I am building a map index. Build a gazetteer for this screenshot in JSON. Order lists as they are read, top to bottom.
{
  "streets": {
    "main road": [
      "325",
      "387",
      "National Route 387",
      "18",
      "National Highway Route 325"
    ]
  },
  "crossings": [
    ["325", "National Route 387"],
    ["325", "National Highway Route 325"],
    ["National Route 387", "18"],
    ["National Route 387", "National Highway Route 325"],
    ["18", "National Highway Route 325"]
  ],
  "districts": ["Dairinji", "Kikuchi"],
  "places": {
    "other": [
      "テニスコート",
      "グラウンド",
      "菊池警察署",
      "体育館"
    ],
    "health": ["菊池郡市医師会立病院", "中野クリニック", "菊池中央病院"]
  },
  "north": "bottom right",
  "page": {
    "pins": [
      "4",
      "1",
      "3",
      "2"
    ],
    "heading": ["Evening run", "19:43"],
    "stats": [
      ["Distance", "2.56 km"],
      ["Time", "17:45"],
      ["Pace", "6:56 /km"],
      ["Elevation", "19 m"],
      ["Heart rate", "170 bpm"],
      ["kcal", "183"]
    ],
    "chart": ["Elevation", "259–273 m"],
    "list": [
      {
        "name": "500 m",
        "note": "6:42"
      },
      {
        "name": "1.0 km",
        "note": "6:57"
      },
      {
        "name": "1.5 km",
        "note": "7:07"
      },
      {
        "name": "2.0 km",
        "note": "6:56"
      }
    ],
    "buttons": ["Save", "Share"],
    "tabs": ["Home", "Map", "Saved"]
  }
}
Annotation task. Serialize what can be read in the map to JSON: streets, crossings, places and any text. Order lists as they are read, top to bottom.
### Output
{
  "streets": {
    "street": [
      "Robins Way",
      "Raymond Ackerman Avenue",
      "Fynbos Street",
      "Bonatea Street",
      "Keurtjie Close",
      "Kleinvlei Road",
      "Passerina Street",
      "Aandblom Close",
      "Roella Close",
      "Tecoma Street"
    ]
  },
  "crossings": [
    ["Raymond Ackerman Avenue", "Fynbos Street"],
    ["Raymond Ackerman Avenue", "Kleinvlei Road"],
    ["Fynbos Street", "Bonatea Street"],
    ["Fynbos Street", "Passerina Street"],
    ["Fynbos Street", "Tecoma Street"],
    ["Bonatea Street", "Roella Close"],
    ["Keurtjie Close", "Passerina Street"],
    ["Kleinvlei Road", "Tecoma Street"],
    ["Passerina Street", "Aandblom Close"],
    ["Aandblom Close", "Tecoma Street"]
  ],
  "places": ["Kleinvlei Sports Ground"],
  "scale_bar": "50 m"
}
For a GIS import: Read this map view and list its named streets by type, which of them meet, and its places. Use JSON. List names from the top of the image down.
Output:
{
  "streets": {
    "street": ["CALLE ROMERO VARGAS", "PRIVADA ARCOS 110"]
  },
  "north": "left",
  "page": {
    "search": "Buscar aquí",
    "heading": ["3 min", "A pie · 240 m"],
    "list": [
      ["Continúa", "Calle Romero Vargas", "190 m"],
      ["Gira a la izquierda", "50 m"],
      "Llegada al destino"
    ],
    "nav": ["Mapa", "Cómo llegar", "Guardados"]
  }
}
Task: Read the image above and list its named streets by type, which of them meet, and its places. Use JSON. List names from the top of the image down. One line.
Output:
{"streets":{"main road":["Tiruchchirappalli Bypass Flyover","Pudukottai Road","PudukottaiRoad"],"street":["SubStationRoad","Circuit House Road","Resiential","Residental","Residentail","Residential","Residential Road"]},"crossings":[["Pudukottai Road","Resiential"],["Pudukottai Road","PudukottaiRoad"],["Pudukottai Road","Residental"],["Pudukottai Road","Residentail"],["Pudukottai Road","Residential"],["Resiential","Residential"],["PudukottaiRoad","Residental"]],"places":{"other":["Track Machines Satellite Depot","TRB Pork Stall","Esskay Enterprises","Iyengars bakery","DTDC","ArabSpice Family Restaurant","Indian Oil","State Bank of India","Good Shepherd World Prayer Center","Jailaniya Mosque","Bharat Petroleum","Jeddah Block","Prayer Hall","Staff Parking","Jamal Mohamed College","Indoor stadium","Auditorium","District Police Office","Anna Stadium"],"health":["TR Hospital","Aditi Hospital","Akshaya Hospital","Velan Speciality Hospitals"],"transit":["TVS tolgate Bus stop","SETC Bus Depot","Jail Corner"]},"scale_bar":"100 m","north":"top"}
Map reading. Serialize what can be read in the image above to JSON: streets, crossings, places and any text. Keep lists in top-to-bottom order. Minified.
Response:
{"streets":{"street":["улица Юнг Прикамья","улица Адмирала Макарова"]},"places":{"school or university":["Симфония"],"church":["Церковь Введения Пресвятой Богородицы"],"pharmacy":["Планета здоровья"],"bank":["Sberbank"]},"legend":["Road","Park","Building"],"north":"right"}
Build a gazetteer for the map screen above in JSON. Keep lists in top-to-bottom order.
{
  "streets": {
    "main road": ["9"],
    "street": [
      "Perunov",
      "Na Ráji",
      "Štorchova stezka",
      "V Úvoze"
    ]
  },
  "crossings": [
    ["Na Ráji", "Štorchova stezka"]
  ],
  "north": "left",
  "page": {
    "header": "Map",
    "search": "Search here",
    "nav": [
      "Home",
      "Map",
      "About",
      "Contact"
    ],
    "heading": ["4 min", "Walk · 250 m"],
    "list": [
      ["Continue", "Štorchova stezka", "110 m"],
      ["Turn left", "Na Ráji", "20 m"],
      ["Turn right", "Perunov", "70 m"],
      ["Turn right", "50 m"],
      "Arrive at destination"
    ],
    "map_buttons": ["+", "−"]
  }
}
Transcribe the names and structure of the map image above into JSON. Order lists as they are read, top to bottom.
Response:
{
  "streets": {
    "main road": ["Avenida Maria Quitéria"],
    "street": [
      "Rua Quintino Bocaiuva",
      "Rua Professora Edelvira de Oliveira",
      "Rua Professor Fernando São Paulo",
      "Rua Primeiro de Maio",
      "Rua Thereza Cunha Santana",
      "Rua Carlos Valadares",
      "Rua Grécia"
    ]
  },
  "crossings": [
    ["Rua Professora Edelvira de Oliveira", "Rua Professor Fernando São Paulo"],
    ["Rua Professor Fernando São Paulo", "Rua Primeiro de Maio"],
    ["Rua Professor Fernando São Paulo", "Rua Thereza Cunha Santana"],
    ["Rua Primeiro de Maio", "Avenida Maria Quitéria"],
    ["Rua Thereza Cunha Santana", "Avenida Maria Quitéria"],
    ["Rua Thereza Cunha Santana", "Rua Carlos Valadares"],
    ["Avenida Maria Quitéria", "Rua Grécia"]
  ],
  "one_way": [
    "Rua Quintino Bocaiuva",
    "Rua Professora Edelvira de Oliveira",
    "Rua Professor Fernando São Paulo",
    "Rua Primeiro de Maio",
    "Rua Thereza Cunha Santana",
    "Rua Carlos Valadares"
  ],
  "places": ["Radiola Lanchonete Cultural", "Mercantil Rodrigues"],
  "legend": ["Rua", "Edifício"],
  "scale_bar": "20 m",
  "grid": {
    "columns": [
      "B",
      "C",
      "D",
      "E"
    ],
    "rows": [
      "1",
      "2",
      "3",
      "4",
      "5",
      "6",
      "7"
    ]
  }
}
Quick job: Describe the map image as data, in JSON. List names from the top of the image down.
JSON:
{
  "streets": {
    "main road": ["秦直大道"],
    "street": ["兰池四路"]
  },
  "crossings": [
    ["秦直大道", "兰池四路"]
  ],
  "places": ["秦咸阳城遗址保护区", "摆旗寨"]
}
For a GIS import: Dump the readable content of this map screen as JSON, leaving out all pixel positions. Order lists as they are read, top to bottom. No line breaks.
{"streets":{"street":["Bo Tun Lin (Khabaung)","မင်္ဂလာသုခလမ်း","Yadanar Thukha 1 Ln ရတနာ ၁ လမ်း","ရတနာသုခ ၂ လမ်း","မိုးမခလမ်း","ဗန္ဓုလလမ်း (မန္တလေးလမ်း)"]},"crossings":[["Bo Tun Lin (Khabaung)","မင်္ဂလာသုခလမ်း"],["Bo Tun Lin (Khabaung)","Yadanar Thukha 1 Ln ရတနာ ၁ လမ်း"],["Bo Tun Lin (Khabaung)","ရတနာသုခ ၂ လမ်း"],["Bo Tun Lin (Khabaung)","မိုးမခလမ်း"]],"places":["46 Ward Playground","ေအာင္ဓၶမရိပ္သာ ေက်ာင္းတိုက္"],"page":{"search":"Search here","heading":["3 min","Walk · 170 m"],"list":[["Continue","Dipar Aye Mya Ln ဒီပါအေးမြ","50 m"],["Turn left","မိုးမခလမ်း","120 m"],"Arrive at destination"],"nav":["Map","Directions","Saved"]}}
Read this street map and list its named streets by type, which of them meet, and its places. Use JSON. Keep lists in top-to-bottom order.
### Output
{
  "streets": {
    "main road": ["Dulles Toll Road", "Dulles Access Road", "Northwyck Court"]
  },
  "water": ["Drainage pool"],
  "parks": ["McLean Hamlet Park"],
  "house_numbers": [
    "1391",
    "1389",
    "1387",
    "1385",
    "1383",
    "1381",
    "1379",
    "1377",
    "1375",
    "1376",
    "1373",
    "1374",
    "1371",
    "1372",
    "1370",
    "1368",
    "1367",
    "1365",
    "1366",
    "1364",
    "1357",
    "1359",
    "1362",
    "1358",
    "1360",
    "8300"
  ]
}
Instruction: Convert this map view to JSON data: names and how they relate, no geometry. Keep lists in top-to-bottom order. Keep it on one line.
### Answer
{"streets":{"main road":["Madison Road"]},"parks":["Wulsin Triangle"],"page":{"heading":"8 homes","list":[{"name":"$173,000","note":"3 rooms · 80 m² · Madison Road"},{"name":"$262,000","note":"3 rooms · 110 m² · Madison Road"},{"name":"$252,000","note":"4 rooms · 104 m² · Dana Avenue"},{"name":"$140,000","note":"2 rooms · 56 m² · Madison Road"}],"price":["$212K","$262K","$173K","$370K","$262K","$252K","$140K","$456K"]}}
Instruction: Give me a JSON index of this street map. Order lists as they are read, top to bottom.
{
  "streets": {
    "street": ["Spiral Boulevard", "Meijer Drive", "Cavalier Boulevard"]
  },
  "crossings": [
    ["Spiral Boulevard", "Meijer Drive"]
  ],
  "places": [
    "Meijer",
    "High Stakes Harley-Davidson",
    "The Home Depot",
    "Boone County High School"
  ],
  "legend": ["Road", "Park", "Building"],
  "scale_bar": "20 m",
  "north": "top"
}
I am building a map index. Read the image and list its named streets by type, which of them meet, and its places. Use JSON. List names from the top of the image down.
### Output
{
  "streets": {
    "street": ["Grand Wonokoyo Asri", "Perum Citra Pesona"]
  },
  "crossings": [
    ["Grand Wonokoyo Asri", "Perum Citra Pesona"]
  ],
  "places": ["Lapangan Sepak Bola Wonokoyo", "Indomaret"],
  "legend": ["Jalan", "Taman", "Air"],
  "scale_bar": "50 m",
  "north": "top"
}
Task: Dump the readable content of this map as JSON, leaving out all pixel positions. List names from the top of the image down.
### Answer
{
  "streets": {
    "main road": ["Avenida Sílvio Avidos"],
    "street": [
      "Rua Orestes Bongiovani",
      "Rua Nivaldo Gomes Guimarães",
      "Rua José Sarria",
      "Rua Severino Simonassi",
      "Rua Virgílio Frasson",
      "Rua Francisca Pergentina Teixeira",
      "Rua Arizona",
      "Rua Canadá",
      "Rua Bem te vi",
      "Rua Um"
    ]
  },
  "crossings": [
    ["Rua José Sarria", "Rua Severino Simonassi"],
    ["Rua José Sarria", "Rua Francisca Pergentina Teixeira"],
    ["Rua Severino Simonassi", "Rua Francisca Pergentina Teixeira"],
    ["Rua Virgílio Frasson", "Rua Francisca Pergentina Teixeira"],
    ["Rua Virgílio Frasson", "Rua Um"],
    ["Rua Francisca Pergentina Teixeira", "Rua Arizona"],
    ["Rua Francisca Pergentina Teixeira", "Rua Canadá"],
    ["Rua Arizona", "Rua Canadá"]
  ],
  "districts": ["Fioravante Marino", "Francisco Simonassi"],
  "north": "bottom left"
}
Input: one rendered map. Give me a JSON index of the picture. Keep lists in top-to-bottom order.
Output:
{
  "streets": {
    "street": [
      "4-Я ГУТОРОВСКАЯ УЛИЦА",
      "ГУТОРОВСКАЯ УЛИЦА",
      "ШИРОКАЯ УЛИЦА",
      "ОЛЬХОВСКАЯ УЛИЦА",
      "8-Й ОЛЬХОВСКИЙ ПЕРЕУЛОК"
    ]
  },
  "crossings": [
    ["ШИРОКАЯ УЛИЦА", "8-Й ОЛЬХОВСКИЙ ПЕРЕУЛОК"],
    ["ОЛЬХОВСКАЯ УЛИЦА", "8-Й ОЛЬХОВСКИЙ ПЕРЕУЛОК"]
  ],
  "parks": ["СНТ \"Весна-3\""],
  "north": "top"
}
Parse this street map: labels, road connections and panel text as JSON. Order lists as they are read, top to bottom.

EXERCISE: Given the data above, which lines hold the string "what"? Return them.

ANSWER TO THE EXERCISE:
Annotation task. Serialize what can be read in the map to JSON: streets, crossings, places and any text. Order lists as they are read, top to bottom.
Map reading. Serialize what can be read in the image above to JSON: streets, crossings, places and any text. Keep lists in top-to-bottom order. Minified.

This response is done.